Who has used Dropbox with a large number of files?
I recently added 761,765 files of Android source code to my Dropbox (accepting a shared folder from a friend). This is only 60 GB (out of a 1 TB quota), but Dropbox has been unable to push any of my own new files up to the cloud. Currently it says “Indexing 463,243 files” and seems to be stuck there (though the number of files fluctuates so I know that it is still running).
Did I launch a denial of service attack on myself?
Is the android codebase completely out of control? I wonder what all that crap does?
Hmm… I poked around with WinDirStat. It seems that a lot of the GBs are due to .git subdirectories (but these don’t account for a huge number of files). There are also libraries in there that predate Android. Still, American Airlines and IBM were able to support more than one call per second with SABRE on two IBM 7090 computers (see http://www.computerworld.com/article/2564361/it-project-management/sidebar–sabre-timeline.html ). I’m going to bet that the original SABRE team would have been able to give us an equally functional smartphone with about 1/1000th the amount of software!
The true size is closer to 21 GB, I think. The IBM 7090 had 32K words, each 36 bits. So that is roughly 150,000 8-bit bytes. The Android source thus takes up 140,000 times the capacity of the 7090 mainframe.
(See http://computer-history.info/Page4.dir/pages/IBM.7090.dir/index.html )
That’s why we have economic stimulus packages. If it actually had to work, there would be a recession.
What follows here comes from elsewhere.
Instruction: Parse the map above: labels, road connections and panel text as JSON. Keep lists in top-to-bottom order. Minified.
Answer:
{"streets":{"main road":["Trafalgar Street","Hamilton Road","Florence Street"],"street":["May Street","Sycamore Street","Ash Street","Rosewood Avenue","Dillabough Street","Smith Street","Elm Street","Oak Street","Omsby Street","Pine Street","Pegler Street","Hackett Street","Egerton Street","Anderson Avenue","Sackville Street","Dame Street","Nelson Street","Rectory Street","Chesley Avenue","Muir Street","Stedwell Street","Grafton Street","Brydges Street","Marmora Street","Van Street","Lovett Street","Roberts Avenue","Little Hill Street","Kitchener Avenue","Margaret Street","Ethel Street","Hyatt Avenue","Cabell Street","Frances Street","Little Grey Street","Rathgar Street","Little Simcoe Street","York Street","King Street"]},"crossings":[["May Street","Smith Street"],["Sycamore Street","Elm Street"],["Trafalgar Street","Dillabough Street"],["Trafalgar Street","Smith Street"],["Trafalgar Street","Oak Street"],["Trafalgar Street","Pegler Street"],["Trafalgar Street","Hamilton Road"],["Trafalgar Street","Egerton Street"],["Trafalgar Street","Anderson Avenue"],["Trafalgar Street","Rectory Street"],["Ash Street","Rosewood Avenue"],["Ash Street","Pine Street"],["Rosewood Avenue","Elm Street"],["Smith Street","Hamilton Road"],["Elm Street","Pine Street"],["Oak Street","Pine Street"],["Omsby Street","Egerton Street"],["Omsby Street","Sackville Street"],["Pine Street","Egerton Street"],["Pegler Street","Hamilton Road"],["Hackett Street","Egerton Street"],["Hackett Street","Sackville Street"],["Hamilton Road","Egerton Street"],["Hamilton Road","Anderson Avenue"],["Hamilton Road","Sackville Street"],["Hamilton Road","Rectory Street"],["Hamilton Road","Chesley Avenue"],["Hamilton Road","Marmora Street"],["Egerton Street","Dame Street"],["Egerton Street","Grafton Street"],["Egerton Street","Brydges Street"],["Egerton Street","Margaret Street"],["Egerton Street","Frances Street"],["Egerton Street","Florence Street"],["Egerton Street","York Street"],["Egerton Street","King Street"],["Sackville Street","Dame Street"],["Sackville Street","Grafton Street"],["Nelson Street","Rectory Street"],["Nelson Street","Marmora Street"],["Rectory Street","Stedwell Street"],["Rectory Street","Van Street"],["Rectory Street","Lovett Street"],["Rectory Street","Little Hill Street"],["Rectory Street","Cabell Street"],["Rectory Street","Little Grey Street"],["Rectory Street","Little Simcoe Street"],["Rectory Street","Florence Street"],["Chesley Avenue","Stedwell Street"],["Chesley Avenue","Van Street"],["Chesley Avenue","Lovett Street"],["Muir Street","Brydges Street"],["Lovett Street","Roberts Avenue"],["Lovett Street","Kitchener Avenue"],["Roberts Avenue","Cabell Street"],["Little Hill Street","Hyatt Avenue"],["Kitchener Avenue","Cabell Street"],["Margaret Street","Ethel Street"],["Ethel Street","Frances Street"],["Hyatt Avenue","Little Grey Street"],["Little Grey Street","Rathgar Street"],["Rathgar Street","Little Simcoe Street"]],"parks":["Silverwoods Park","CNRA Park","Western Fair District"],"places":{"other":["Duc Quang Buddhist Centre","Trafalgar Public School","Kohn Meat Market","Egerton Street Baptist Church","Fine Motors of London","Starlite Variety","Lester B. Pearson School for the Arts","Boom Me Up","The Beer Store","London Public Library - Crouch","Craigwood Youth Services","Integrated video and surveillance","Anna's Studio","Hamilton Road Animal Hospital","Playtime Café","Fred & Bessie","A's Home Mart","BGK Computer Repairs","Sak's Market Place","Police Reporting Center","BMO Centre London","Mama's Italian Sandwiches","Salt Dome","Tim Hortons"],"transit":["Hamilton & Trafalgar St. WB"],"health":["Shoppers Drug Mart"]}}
Uh, oh somebody mentioned the 7090. I actually, albeit briefly, programmed it — in FAP: Fortran Assembly Program.
sounds like 1 TB Dropbox = Unlimited Wireless as to truth in advertising.
My first 7090 program was a 1 card loader in machine code created with an IBM 010 keypunch. Google that device to see what it was. The program was read as two instructions per horizontal row in the first 72 columns. That gave you a maximum of 24 instructions to read the rest of the deck of cards. An assembler and Fortran were a big step up.
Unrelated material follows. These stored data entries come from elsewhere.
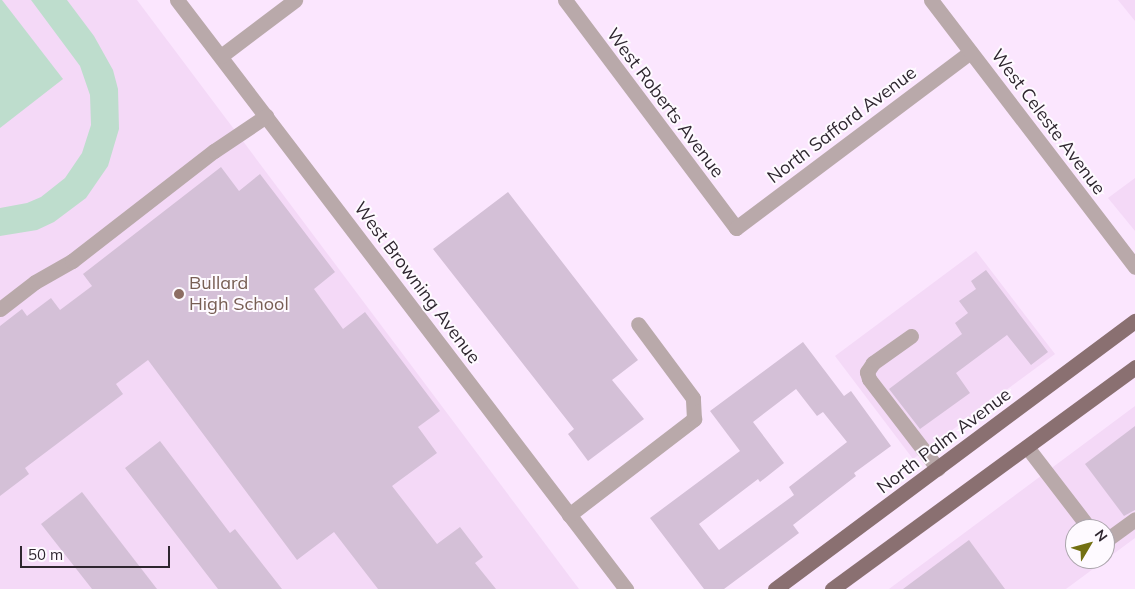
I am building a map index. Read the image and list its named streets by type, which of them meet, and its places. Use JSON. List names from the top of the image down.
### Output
{
  "streets": {
    "main road": ["North Palm Avenue"],
    "street": [
      "West Roberts Avenue",
      "West Celeste Avenue",
      "North Safford Avenue",
      "West Browning Avenue"
    ]
  },
  "crossings": [
    ["West Roberts Avenue", "North Safford Avenue"],
    ["West Celeste Avenue", "North Safford Avenue"]
  ],
  "places": ["Bullard High School"],
  "scale_bar": "50 m",
  "north": "top right"
}
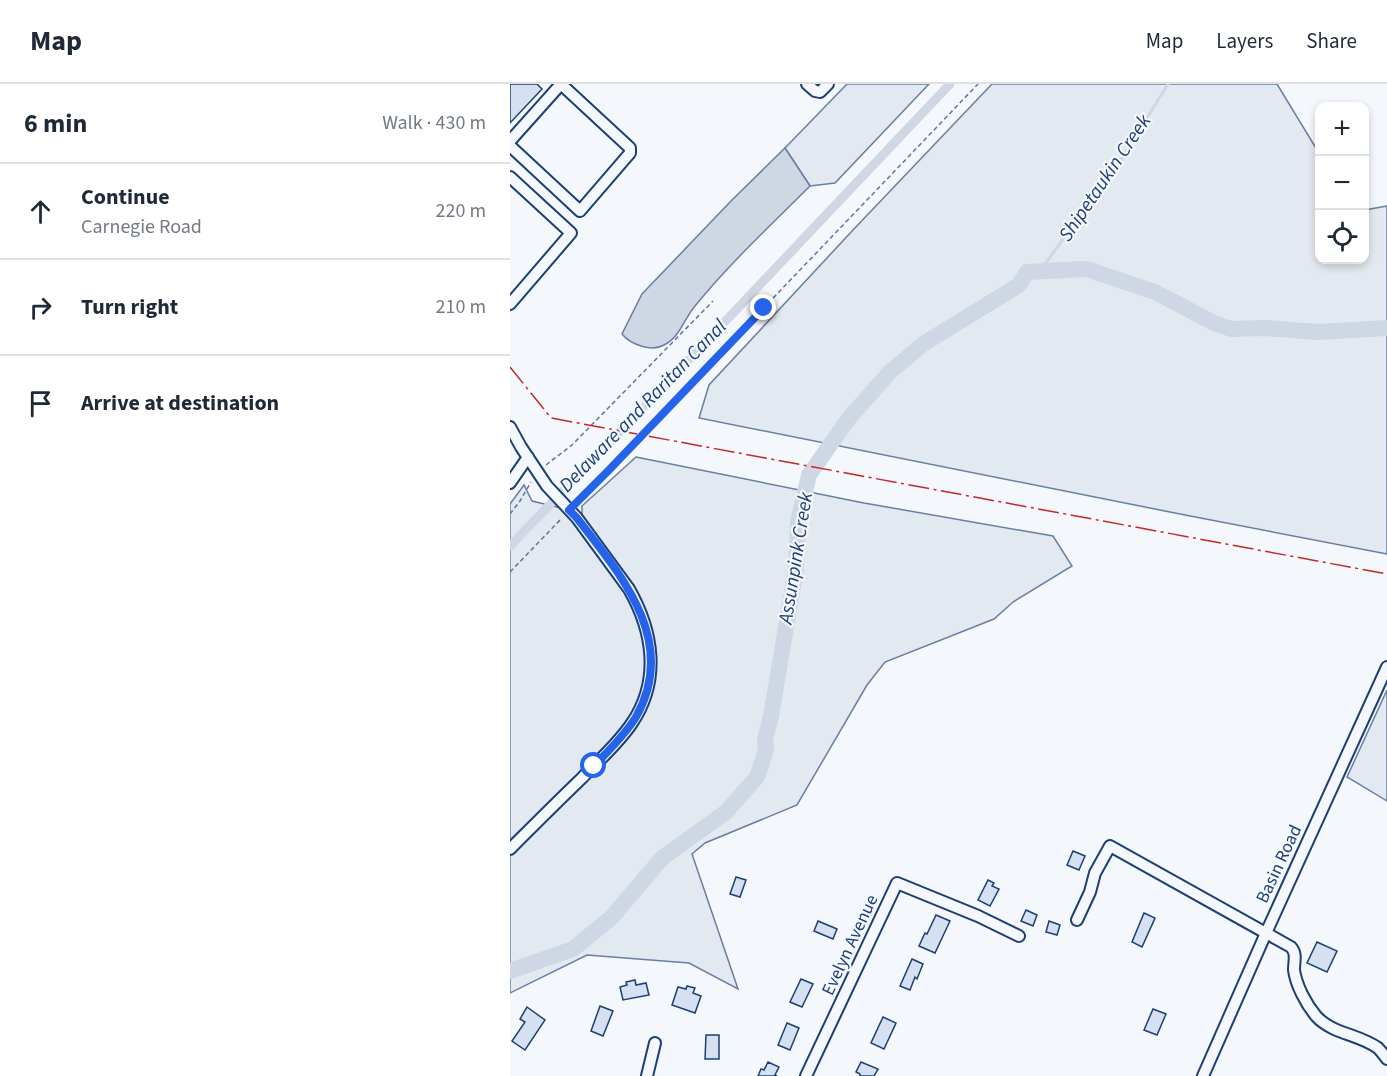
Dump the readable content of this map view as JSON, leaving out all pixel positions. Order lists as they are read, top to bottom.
{
  "streets": {
    "street": ["Basin Road", "Evelyn Avenue"]
  },
  "water": ["Shipetaukin Creek", "Delaware and Raritan Canal", "Assunpink Creek"],
  "page": {
    "header": "Map",
    "nav": ["Map", "Layers", "Share"],
    "heading": ["6 min", "Walk · 430 m"],
    "map_buttons": ["+", "−"],
    "list": [
      ["Continue", "Carnegie Road", "220 m"],
      ["Turn right", "210 m"],
      "Arrive at destination"
    ]
  }
}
There are simulators for the 7090 that you can run it on a PC.
You should be able to go to the dropbox app on your computer and use the “selective sync” section in settings to unselect that new huge folder. And then turn that folder back on selectively (at night?) to work on the huge folder.
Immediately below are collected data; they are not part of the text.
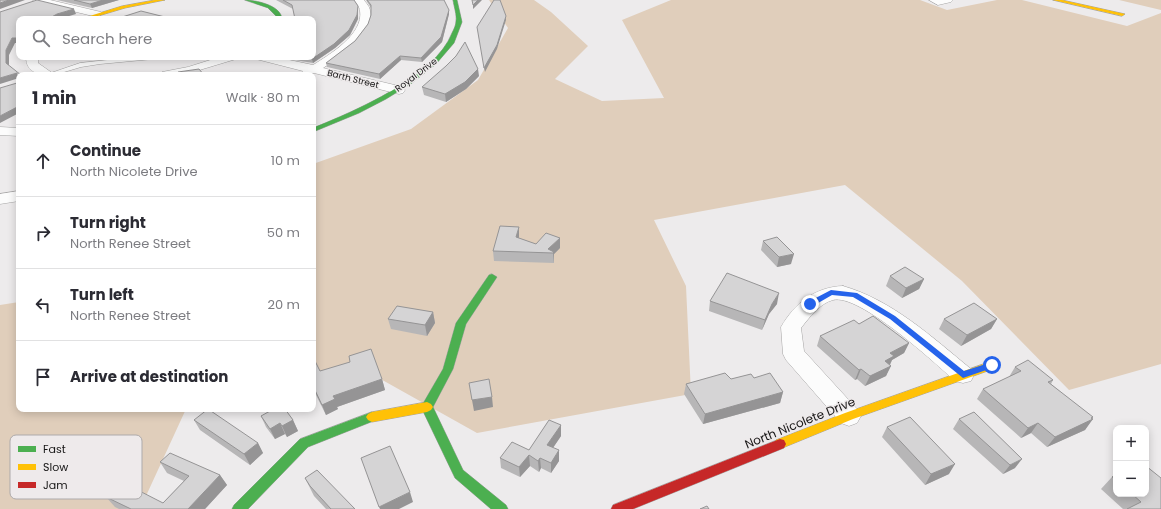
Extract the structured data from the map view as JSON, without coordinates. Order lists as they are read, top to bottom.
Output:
{
  "streets": {
    "street": ["Royal Drive", "Barth Street", "North Nicolete Drive"]
  },
  "crossings": [
    ["Royal Drive", "Barth Street"]
  ],
  "legend": ["Fast", "Slow", "Jam"],
  "page": {
    "search": "Search here",
    "heading": ["1 min", "Walk · 80 m"],
    "list": [
      ["Continue", "North Nicolete Drive", "10 m"],
      ["Turn right", "North Renee Street", "50 m"],
      ["Turn left", "North Renee Street", "20 m"],
      "Arrive at destination"
    ],
    "map_buttons": ["+", "−"]
  }
}
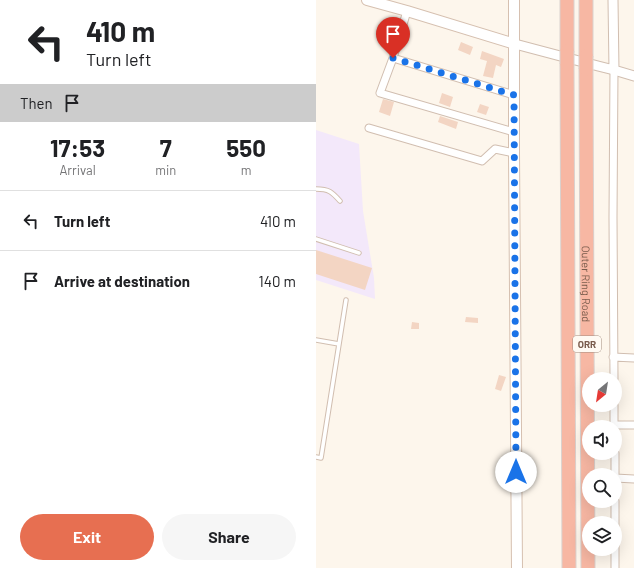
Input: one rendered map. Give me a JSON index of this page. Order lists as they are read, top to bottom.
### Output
{
  "streets": {
    "highway": ["Outer Ring Road", "ORR"]
  },
  "north": "bottom left",
  "page": {
    "turn": ["410 m", "Turn left"],
    "then": "Then",
    "eta": [
      "17:53",
      "Arrival",
      "7",
      "min",
      "550",
      "m"
    ],
    "list": [
      {
        "name": "Turn left",
        "value": "410 m"
      },
      {
        "name": "Arrive at destination",
        "value": "140 m"
      }
    ],
    "buttons": ["Exit", "Share"]
  }
}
Also useful when travelling and using a cell phone hotspot … preventing dropbox from using up all of your plan data.
Dropbox is “indexing” the files by comparing their contents to everything else on their service. If the files hash to the same thing as another file they already have, they link them, instead of copying the file, and thereby save the space. As your example illustrates, it’s a computatively expensive operation. I’m sure it’s a wonderful thing for their storage costs, but it’s a privacy issue. They don’t use encryption for exactly this reason, and it leaves them vulnerable to any request the government might make of someone’s data.
It finally went over to a green “up to date” status after about five days and everything seems to have uploaded.
I can’t wait to see what your rewrite of Android has in store!
On some systems, Dropbox performance can drop dramatically when there are over 300,000 files. This isn’t a hard limit, but it is a known issue effecting some users.